• _Work request_:
In the listing, find every line that has the string "hidden" and copy it.

==== Records for this exercise ====

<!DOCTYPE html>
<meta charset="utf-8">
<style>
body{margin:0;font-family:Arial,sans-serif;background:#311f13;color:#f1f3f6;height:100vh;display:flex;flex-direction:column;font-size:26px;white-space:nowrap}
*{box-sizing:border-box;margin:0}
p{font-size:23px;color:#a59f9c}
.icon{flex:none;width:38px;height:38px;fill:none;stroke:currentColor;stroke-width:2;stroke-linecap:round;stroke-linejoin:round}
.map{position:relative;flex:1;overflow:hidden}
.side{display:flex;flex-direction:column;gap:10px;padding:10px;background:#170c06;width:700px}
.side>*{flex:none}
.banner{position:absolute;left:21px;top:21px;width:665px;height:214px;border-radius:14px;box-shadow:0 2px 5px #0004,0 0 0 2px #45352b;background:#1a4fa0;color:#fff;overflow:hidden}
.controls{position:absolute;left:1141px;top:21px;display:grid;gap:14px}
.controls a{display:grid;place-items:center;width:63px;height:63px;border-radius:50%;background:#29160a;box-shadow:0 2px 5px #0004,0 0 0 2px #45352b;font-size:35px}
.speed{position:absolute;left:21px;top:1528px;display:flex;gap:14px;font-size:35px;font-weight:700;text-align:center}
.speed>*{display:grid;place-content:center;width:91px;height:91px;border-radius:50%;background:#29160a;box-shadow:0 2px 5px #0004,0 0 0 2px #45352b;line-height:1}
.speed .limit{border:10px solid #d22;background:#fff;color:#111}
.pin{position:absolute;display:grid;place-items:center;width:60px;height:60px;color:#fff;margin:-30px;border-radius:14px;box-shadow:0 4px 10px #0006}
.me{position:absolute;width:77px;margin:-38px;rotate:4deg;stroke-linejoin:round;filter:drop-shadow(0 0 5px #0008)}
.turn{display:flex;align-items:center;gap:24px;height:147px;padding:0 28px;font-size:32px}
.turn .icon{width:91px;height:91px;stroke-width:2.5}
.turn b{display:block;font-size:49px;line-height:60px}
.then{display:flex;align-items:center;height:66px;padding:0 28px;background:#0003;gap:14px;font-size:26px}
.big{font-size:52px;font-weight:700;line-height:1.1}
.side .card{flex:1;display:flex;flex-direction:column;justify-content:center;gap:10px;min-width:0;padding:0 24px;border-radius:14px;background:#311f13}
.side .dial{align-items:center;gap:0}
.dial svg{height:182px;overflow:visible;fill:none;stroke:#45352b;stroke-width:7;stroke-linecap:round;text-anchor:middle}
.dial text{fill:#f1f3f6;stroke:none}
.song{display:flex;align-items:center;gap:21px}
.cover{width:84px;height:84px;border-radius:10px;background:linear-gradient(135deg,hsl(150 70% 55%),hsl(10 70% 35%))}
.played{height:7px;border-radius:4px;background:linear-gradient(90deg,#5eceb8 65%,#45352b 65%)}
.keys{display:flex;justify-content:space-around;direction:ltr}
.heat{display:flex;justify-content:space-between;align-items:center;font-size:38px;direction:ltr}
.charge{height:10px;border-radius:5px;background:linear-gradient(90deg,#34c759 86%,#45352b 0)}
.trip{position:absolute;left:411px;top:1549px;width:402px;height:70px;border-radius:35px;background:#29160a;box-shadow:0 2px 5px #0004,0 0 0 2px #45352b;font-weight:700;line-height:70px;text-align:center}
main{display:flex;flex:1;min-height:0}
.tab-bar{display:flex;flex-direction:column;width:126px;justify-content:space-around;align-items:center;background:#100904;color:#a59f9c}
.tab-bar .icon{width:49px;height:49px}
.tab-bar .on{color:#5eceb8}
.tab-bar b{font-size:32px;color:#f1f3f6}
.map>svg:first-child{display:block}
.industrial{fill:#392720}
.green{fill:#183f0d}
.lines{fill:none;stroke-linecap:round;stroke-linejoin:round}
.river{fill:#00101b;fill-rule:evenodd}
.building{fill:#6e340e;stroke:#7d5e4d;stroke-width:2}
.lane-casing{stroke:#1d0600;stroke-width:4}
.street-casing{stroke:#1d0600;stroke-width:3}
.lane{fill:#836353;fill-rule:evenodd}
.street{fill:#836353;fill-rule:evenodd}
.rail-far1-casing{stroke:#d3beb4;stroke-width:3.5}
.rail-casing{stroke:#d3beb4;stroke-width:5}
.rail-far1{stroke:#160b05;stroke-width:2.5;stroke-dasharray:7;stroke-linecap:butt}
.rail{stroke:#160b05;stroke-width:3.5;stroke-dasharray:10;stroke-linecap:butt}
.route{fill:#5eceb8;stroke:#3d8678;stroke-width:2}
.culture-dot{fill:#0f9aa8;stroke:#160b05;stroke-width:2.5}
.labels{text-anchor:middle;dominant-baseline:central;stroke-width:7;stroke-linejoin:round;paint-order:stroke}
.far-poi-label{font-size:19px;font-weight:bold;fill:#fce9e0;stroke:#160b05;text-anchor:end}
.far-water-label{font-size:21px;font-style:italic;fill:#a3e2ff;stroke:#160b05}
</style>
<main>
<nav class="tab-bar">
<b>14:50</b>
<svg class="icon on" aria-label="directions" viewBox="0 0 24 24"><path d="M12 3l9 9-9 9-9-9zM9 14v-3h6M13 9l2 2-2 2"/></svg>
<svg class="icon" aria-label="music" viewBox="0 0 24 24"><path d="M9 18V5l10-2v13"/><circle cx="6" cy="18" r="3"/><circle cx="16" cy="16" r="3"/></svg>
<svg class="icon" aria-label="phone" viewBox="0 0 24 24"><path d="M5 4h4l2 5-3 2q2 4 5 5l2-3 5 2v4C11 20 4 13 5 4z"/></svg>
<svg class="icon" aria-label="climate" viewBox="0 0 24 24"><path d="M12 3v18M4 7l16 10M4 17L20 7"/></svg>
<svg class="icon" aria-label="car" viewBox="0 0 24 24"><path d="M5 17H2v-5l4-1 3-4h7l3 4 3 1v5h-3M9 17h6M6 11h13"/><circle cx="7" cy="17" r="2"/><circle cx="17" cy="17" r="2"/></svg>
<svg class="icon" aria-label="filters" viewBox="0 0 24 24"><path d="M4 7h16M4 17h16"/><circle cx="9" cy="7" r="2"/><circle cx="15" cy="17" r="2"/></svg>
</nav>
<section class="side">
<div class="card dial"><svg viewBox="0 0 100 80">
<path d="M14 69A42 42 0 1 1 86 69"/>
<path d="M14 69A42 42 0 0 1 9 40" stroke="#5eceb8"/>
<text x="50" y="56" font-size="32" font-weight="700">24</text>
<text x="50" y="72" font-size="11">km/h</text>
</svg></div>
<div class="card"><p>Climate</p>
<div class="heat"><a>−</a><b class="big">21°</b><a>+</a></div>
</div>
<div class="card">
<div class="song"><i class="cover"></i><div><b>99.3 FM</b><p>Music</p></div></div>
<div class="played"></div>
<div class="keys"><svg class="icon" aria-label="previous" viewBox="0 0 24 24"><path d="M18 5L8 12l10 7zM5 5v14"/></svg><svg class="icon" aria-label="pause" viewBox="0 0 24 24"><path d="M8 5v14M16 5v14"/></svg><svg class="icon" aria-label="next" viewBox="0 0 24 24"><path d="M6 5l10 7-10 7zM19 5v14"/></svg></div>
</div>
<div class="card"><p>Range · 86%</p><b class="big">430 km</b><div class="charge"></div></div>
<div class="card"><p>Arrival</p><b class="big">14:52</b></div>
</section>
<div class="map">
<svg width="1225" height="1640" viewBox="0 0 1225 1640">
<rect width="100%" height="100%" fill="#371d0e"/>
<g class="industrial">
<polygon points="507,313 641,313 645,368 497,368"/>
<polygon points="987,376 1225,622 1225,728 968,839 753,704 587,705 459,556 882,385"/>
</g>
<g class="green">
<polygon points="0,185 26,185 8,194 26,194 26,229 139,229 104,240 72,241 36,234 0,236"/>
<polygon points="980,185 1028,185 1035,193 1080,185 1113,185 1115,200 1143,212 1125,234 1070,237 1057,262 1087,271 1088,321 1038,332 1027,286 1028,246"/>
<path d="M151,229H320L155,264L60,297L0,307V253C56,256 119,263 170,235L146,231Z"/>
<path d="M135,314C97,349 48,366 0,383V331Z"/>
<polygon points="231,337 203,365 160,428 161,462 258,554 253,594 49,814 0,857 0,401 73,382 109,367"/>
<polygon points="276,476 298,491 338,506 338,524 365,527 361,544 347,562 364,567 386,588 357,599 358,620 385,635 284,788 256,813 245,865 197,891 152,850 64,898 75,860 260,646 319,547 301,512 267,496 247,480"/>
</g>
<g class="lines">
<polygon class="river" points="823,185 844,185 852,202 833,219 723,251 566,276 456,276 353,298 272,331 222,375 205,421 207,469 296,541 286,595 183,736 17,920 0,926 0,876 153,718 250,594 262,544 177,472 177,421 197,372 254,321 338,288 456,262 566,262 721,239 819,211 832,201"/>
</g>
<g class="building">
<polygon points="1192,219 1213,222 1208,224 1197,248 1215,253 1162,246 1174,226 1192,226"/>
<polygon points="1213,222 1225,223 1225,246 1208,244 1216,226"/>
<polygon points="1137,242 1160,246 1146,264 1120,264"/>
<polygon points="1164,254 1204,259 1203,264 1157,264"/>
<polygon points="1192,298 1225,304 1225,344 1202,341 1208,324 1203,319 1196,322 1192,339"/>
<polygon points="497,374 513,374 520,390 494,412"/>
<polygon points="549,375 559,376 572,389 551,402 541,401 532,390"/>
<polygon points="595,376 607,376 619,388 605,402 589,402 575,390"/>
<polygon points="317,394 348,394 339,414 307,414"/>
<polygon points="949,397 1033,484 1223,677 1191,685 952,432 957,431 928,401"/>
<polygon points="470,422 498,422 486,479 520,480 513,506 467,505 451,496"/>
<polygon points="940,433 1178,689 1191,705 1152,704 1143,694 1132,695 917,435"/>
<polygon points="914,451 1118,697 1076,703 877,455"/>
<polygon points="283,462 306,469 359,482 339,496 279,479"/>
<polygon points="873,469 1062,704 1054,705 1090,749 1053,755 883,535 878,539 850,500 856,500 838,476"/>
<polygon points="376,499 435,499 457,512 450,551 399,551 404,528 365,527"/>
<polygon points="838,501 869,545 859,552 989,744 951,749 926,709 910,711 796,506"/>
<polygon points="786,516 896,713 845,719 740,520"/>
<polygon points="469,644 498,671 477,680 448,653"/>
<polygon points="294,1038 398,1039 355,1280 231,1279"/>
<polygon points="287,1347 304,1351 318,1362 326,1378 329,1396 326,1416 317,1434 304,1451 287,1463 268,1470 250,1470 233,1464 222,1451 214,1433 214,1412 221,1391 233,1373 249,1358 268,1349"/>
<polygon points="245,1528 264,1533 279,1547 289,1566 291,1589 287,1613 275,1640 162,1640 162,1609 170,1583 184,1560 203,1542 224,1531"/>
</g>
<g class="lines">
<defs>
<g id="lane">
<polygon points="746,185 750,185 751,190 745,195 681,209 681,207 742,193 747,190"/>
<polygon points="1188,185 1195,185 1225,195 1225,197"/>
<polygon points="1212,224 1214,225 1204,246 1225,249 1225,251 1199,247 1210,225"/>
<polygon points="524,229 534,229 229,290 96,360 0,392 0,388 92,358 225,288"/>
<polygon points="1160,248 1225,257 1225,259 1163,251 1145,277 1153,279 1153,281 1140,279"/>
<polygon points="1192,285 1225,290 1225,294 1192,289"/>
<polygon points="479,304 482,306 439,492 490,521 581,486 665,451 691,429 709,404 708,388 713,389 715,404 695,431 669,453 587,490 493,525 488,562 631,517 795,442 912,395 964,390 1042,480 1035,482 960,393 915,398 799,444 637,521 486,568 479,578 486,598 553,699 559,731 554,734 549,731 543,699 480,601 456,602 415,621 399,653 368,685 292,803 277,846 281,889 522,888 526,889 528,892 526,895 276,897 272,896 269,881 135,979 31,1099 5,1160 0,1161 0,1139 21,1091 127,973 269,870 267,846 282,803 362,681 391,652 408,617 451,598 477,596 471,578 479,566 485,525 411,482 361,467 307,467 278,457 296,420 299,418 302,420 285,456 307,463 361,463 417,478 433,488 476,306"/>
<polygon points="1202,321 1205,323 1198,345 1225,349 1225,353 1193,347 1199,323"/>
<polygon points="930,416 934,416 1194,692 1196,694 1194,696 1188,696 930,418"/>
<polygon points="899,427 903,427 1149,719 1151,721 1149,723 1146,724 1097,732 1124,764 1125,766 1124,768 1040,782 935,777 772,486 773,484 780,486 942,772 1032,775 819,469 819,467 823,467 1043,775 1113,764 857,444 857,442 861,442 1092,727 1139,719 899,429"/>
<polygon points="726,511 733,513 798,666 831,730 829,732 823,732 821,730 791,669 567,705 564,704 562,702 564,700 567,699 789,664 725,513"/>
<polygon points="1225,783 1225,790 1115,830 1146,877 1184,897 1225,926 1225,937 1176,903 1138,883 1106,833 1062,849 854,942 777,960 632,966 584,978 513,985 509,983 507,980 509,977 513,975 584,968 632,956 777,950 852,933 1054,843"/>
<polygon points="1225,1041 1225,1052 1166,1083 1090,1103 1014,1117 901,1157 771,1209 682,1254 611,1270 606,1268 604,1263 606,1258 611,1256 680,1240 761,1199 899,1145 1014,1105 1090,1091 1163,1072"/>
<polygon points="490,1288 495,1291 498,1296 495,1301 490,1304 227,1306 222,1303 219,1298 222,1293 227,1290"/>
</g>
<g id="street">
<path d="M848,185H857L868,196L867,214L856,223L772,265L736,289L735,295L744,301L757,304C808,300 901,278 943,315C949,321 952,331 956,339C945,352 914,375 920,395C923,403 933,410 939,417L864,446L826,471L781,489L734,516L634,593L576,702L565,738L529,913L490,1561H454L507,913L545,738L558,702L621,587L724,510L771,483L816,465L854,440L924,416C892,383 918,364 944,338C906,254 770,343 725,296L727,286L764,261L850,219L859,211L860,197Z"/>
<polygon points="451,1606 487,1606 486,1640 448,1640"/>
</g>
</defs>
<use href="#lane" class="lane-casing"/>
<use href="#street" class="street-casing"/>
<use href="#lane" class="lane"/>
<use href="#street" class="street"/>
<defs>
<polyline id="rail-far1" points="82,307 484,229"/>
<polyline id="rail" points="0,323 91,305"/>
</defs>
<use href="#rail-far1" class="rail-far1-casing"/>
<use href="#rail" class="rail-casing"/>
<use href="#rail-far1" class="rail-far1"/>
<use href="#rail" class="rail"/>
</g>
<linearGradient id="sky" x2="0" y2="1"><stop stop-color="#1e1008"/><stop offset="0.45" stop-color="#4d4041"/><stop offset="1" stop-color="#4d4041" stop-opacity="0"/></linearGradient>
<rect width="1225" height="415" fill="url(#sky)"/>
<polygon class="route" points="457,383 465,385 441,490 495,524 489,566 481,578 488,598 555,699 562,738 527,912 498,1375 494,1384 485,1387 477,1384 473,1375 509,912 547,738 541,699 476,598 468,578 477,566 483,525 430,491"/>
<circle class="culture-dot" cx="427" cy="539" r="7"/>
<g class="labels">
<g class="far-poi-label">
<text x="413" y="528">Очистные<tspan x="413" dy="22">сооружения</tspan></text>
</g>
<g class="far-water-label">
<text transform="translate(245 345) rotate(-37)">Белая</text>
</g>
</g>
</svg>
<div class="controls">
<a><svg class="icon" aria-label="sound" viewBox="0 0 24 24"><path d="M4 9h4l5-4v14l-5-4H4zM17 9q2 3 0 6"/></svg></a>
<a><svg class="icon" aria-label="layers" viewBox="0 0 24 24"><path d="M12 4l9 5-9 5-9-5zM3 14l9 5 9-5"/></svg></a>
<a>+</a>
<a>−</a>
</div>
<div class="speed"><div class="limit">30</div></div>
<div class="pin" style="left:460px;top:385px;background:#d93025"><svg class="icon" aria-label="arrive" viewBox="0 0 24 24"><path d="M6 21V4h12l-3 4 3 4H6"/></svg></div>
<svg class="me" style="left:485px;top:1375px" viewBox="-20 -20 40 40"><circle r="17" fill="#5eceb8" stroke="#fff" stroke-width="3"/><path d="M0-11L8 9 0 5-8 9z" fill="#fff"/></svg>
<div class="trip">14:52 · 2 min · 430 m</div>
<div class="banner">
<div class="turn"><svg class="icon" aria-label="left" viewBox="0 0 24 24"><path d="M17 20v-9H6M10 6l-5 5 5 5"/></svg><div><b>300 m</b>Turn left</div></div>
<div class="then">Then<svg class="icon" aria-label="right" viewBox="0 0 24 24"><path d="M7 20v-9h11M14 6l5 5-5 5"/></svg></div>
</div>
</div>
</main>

====

• _Reply to the exercise_:
.map{position:relative;flex:1;overflow:hidden}
.banner{position:absolute;left:21px;top:21px;width:665px;height:214px;border-radius:14px;box-shadow:0 2px 5px #0004,0 0 0 2px #45352b;background:#1a4fa0;color:#fff;overflow:hidden}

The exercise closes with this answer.